▸ Task brief:
The job is to find each line of the records below that includes the word "absolute" and copy it.

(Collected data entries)
━━━━━━━━━━━━━━━━

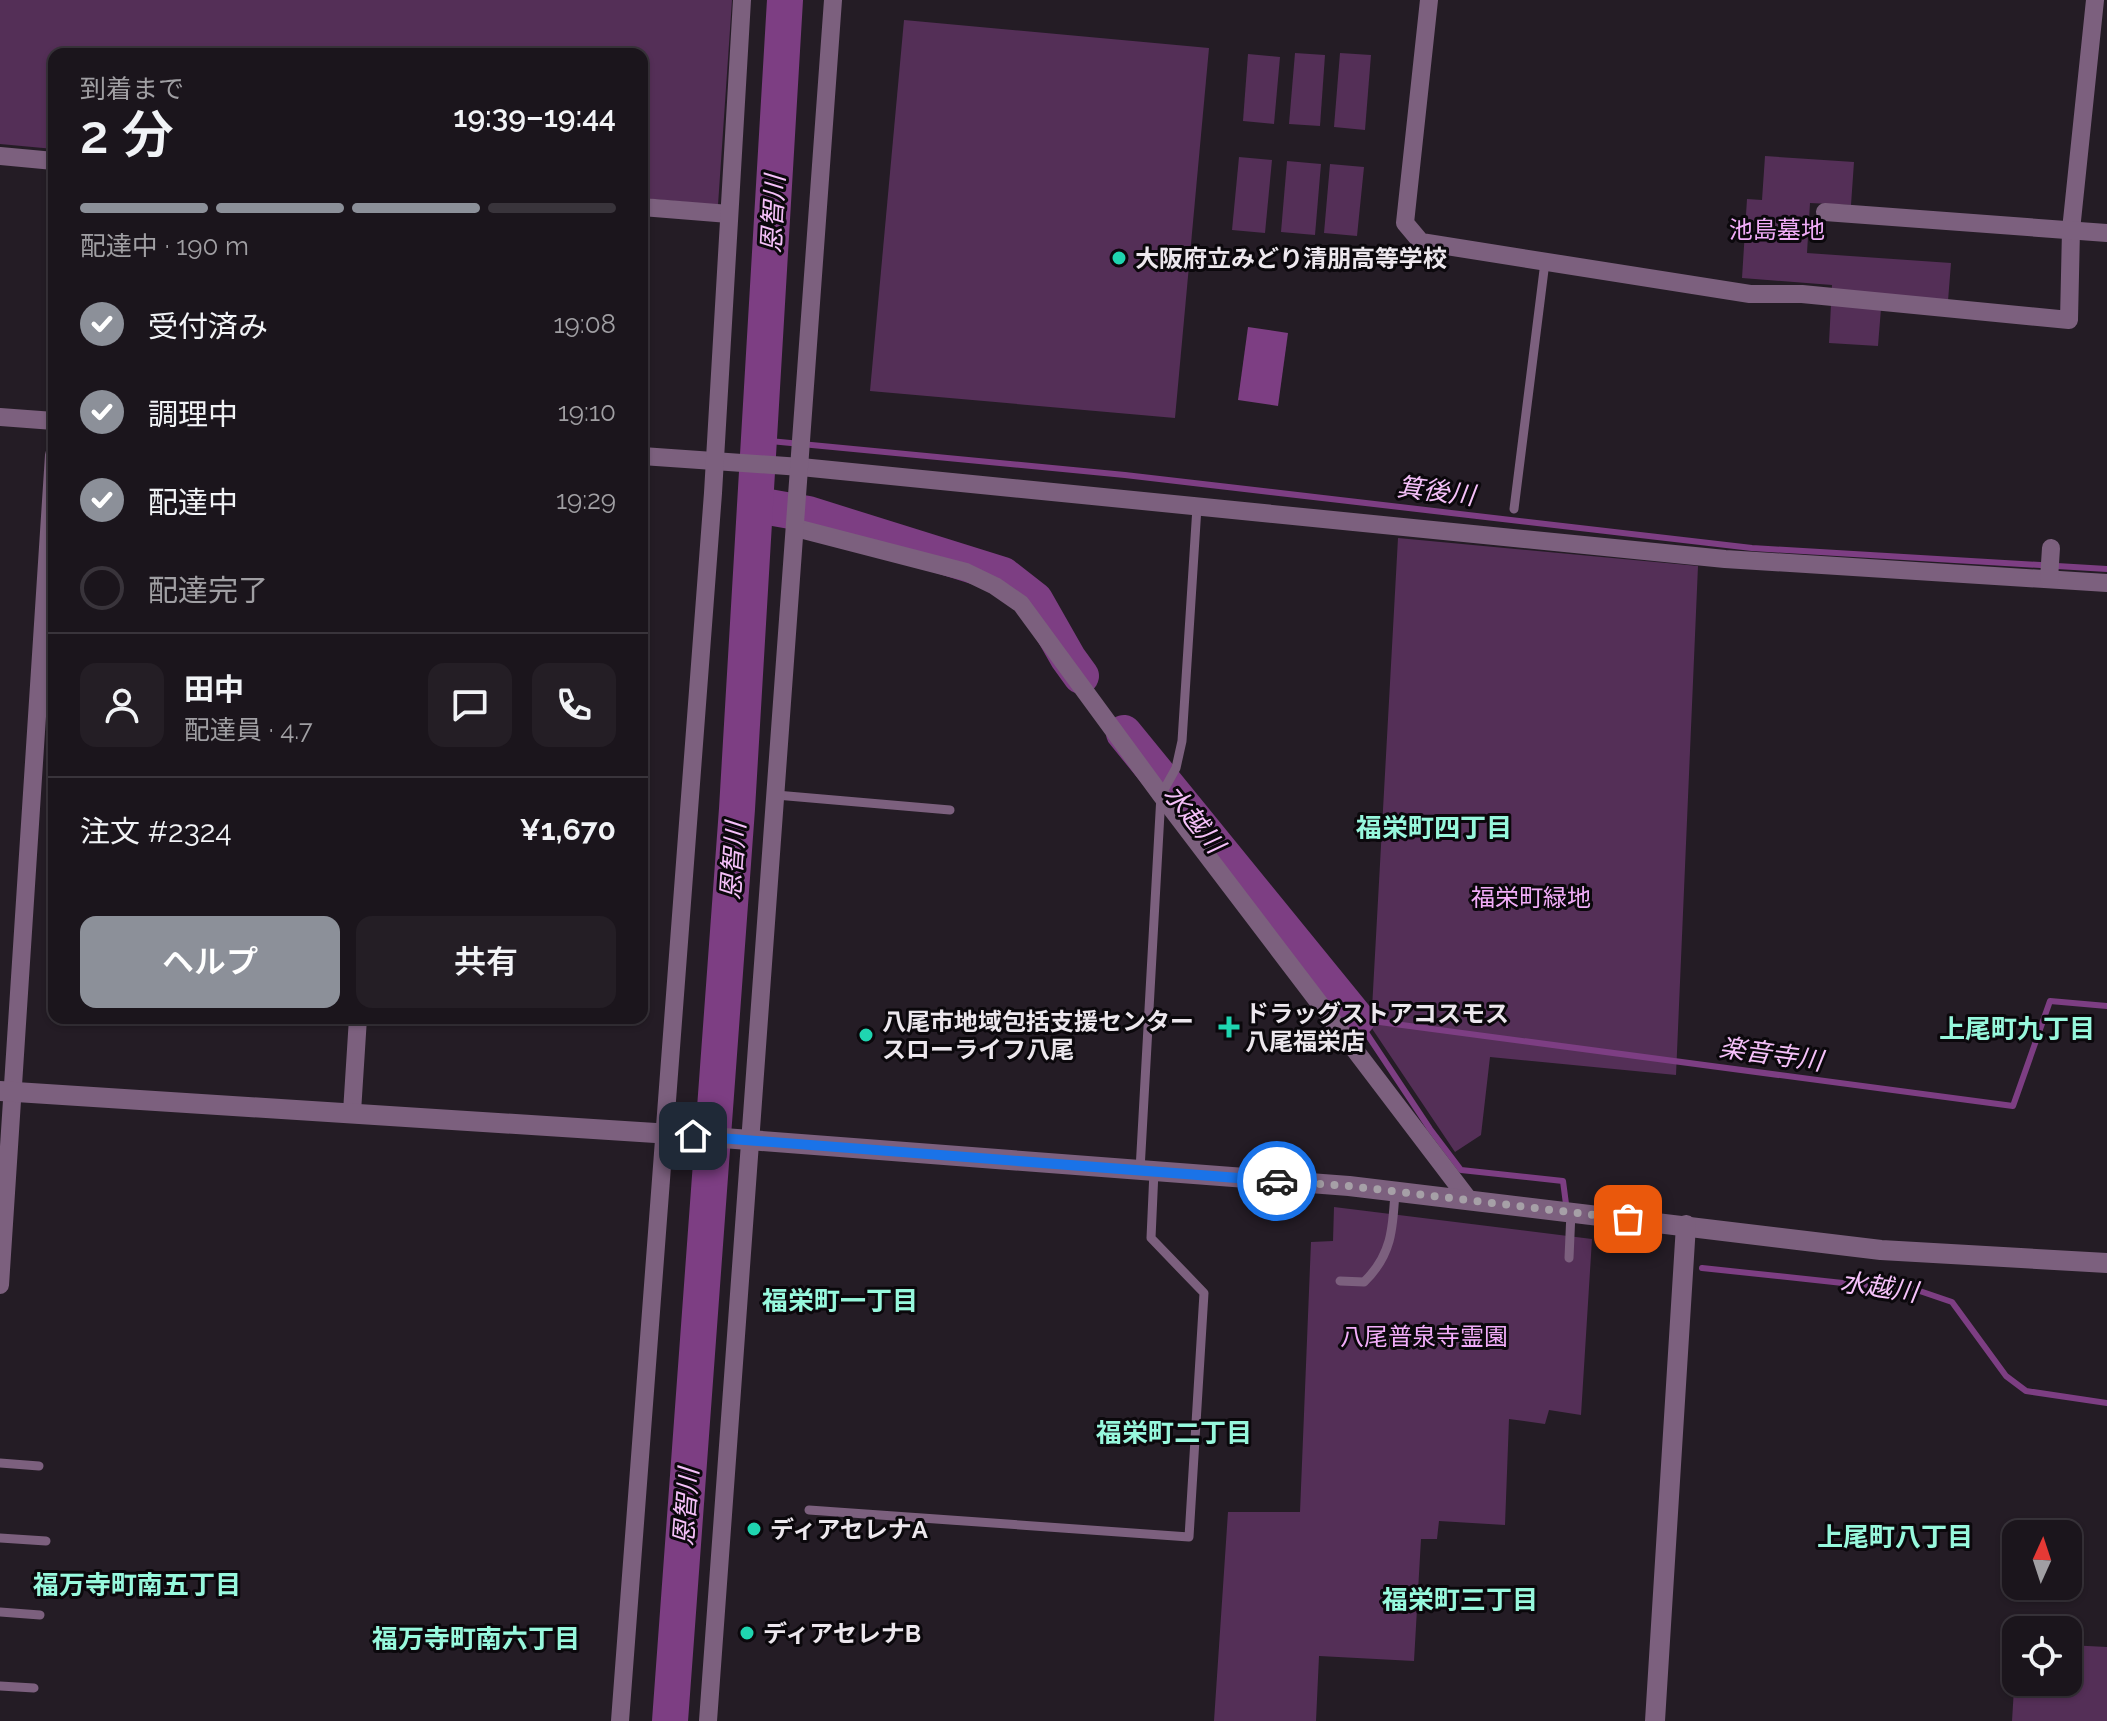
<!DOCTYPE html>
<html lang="ja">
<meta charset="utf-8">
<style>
body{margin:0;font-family:Raleway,"Noto Sans JP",sans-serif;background:#241e25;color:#f1f3f6;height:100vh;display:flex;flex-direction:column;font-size:30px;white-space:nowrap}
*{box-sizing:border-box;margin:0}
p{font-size:26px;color:#a09fa3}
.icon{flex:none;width:44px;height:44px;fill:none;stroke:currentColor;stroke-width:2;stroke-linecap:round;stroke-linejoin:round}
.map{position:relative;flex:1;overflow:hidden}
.details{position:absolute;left:48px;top:48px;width:600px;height:976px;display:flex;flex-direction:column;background:#1b151c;border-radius:16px;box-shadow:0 2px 6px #0004,0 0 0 2px #39343b}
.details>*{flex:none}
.needle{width:52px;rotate:3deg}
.buttons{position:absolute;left:2002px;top:1520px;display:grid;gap:16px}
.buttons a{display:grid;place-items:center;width:80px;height:80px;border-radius:16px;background:#1b151c;box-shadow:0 2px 6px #0004,0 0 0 2px #39343b;font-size:40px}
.pin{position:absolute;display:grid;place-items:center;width:68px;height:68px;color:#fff;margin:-34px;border-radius:16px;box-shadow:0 4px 12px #0006}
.courier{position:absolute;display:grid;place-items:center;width:80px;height:80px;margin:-40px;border:6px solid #1a73e8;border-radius:50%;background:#fff;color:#222;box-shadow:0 2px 10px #0007}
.headline em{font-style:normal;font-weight:600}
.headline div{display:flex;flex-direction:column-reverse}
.headline{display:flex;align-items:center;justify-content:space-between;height:136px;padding:0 32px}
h1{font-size:52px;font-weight:600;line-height:60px}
.bar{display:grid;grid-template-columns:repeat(4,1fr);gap:12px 8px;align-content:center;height:96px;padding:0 32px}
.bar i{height:10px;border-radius:6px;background:#39343b}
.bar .selected{background:#8c9099}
.bar p{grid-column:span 4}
.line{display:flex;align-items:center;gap:20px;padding:0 32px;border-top:2px solid #39343b}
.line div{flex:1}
.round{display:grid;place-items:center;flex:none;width:84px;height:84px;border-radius:16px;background:#241e25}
ol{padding:0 32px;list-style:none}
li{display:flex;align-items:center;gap:24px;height:88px}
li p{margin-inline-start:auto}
li .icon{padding:8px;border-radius:50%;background:#8c9099;color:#fff;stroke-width:4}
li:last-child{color:#a09fa3}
li i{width:44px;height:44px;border:4px solid #39343b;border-radius:50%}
.button{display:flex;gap:16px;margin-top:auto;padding:16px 32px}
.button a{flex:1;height:92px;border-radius:16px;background:#8c9099;color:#fff;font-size:32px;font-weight:600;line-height:92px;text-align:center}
.button a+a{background:#241e25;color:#f1f3f6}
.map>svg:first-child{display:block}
.green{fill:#542f57}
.water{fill:#7d3e83}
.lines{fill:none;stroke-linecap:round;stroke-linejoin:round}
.stream{stroke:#7d3e83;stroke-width:6}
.river{stroke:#7d3e83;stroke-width:36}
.service{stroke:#7c607e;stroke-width:9}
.minor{stroke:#7c607e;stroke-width:18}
.tertiary{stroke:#7c607e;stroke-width:20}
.done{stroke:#a6a0a7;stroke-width:8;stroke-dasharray:0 14.4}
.route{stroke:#1a73e8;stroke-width:10}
.poi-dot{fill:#1fd5b0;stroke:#0b080c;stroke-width:3}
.labels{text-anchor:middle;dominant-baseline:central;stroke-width:6;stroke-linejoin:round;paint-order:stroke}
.park-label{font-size:24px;fill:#f2adf9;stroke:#0b080c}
.poi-label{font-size:24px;font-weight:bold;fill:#ece7ed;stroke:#0b080c;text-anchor:start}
.water-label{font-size:26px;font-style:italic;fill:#f6c1fa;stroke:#0b080c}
.neighbourhood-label{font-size:26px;font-weight:bold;fill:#97f8dd;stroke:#0b080c}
</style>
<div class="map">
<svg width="2107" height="1721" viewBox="0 0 2107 1721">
<rect width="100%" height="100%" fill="#241c25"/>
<!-- green -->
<g class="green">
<path d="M0 0H732L718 205 642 198V54H54V149L0 144Z"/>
<path d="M904 20 1209 48 1175 418 870 391Z"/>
<path d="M1295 53 1325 55 1320 126 1289 124Z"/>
<path d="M1340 53 1371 55 1365 130 1334 127Z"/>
<path d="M1248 54 1280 57 1274 124 1243 121Z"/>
<path d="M1765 156 1854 162 1851 205 1810 203 1807 253 1951 263 1948 301 1882 296 1878 346 1829 343 1832 285 1742 278 1747 199 1762 200Z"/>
<path d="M1239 157 1272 160 1265 233 1232 230Z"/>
<path d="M1287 161 1321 164 1315 235 1281 232Z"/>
<path d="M1330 164 1364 167 1357 236 1324 233Z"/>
<path d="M1398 538 1698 566 1676 1075 1490 1057 1481 1135 1455 1152 1371 1027Z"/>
<path d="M1334 1207 1592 1239 1581 1415 1549 1410 1545 1424 1509 1419 1505 1525 1439 1521 1437 1539H1421L1414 1661 1319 1656 1316 1721H1214L1228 1512H1300L1311 1242 1333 1241Z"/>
<path d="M2068 1645 2107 1647V1721H2012L2016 1656V1682H2068Z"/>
</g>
<!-- water -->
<path class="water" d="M1248 327 1288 333 1278 406 1238 400Z"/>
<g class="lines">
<!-- stream -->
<g class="stream">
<path d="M760 440 1125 475 1752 548 2107 569"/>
<path d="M1357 1019 2013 1106 2050 1001 2107 1006"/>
<path d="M1357 1019 1430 1129 1461 1170 1563 1181 1566 1204"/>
<path d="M1702 1268 1852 1284 1908 1287 1952 1302 2006 1376 2026 1391 2107 1403"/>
</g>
<!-- river -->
<g class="river">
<path d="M757 505 808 514 1003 575 1035 600 1068 658 1081 676"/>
<path d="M1124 733 1357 1019"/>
<path d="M670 1721 737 809 785 0"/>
</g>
<!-- service -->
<g class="service">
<path d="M1514 509 1545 262"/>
<path d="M776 795 950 810"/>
<path d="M1140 1170 1161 795 1176 768 1182 741 1197 507"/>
<path d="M1569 1258 1571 1212"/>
<path d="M1340 1281 1364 1282C1392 1255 1393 1228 1395 1191"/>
<path d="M0 1463 39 1466"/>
<path d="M809 1510 1189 1537 1204 1293 1151 1238 1154 1171"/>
<path d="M0 1538 46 1541"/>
<path d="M0 1612 40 1615"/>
<path d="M0 1686 34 1688"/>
</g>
<!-- minor -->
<g class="minor">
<path d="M1429 0 1405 223 1421 242 1750 294H1802L2069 320 2071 230 2095 0"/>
<path d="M0 156 54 161"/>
<path d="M642 207 729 214"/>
<path d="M1825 212 2107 233"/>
<path d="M0 417 54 421"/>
<path d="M642 456 801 467 1725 559 2107 583"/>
<path d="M796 528 966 572 995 586 1021 604 1161 795 1469 1200"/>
<path d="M2049 579 2051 548"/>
<path d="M352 1112 358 1018"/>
<path d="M0 1285 54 455"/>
<path d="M620 1721 713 493 742 0"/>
<path d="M708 1721 833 0"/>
</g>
<!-- tertiary -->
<g class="tertiary">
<path d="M0 1091 671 1134 1349 1186 1881 1250 2107 1263"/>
<path d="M1655 1721 1686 1225"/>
</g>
</g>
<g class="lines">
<!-- done -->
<path class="done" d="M1277 1181 1349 1186 1628 1219"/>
<!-- route -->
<path class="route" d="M693 1136 1277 1181"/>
</g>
<!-- markers -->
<g class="poi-dot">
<circle cx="1119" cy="258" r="8"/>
<path d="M1225 1015h8v8h8v8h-8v8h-8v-8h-8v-8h8z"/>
<circle cx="866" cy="1035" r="8"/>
<circle cx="754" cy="1529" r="8"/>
<circle cx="747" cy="1633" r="8"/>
</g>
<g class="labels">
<!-- park labels -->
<g class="park-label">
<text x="1777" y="229">池島墓地</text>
<text x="1531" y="897">福栄町緑地</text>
<text x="1424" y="1336">八尾普泉寺霊園</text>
</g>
<!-- poi labels -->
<g class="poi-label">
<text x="1135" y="258">大阪府立みどり清朋高等学校</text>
<text x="1245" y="1013">ドラッグストアコスモス<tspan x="1245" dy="28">八尾福栄店</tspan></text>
<text x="882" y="1021">八尾市地域包括支援センター<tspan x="882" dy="28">スローライフ八尾</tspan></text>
<text x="770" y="1529">ディアセレナA</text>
<text x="763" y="1633">ディアセレナB</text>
</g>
<!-- water labels -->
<g class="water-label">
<text transform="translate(773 214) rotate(-87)">恩智川</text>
<text transform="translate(1436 491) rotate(7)">箕後川</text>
<text transform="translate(1194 819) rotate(51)">水越川</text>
<text transform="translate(733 861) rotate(-86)">恩智川</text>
<text transform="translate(1771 1054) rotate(8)">楽音寺川</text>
<text transform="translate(1879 1287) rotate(8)">水越川</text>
<text transform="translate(686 1507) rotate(-86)">恩智川</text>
</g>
<!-- neighbourhood labels -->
<g class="neighbourhood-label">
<text x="1434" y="828">福栄町四丁目</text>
<text x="2017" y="1029">上尾町九丁目</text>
<text x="840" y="1301">福栄町一丁目</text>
<text x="1174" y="1433">福栄町二丁目</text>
<text x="1895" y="1537">上尾町八丁目</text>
<text x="137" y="1585">福万寺町南五丁目</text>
<text x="1460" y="1600">福栄町三丁目</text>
<text x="476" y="1639">福万寺町南六丁目</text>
</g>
</g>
</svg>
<div class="buttons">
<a><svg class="needle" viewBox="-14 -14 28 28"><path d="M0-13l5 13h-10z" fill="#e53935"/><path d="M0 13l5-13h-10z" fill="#a09fa3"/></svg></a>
<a><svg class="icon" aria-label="locate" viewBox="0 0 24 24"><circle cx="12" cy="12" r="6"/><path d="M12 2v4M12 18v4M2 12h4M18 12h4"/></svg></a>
</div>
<div class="pin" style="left:1628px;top:1219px;background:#ea580c"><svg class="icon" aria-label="bag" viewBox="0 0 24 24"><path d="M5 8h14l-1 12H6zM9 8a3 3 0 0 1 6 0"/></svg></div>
<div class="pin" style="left:693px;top:1136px;background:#1f2937"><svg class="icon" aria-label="home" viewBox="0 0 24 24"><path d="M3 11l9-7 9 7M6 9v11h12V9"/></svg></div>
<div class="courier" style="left:1277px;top:1181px"><svg class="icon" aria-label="car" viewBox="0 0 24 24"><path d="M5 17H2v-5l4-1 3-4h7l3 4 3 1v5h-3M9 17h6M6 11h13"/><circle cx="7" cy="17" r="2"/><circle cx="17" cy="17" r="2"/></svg></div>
<section class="details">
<div class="headline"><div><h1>2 分</h1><p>到着まで</p></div><em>19:39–19:44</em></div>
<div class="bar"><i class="selected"></i><i class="selected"></i><i class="selected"></i><i></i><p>配達中 · 190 m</p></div>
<ol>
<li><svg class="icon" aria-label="check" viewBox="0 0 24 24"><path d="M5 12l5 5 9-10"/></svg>受付済み<p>19:08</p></li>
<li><svg class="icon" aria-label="check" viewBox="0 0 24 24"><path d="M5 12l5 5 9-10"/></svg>調理中<p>19:10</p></li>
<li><svg class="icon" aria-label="check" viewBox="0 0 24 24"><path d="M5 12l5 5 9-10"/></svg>配達中<p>19:29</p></li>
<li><i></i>配達完了</li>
</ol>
<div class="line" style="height:144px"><a class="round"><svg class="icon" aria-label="person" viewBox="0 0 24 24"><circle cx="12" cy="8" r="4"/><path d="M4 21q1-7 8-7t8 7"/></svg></a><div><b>田中</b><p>配達員 · 4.7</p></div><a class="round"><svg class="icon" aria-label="chat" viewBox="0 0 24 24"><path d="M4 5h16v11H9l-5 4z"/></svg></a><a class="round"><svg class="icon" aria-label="phone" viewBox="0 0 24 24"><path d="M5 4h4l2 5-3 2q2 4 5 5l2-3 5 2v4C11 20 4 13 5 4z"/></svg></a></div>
<div class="line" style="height:104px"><div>注文 #2324</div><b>¥1,670</b></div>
<div class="button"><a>ヘルプ</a><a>共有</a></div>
</section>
</div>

━━━━━━━━━━━━━━━━

▸ Problem solution:
.details{position:absolute;left:48px;top:48px;width:600px;height:976px;display:flex;flex-direction:column;background:#1b151c;border-radius:16px;box-shadow:0 2px 6px #0004,0 0 0 2px #39343b}
.buttons{position:absolute;left:2002px;top:1520px;display:grid;gap:16px}
.pin{position:absolute;display:grid;place-items:center;width:68px;height:68px;color:#fff;margin:-34px;border-radius:16px;box-shadow:0 4px 12px #0006}
.courier{position:absolute;display:grid;place-items:center;width:80px;height:80px;margin:-40px;border:6px solid #1a73e8;border-radius:50%;background:#fff;color:#222;box-shadow:0 2px 10px #0007}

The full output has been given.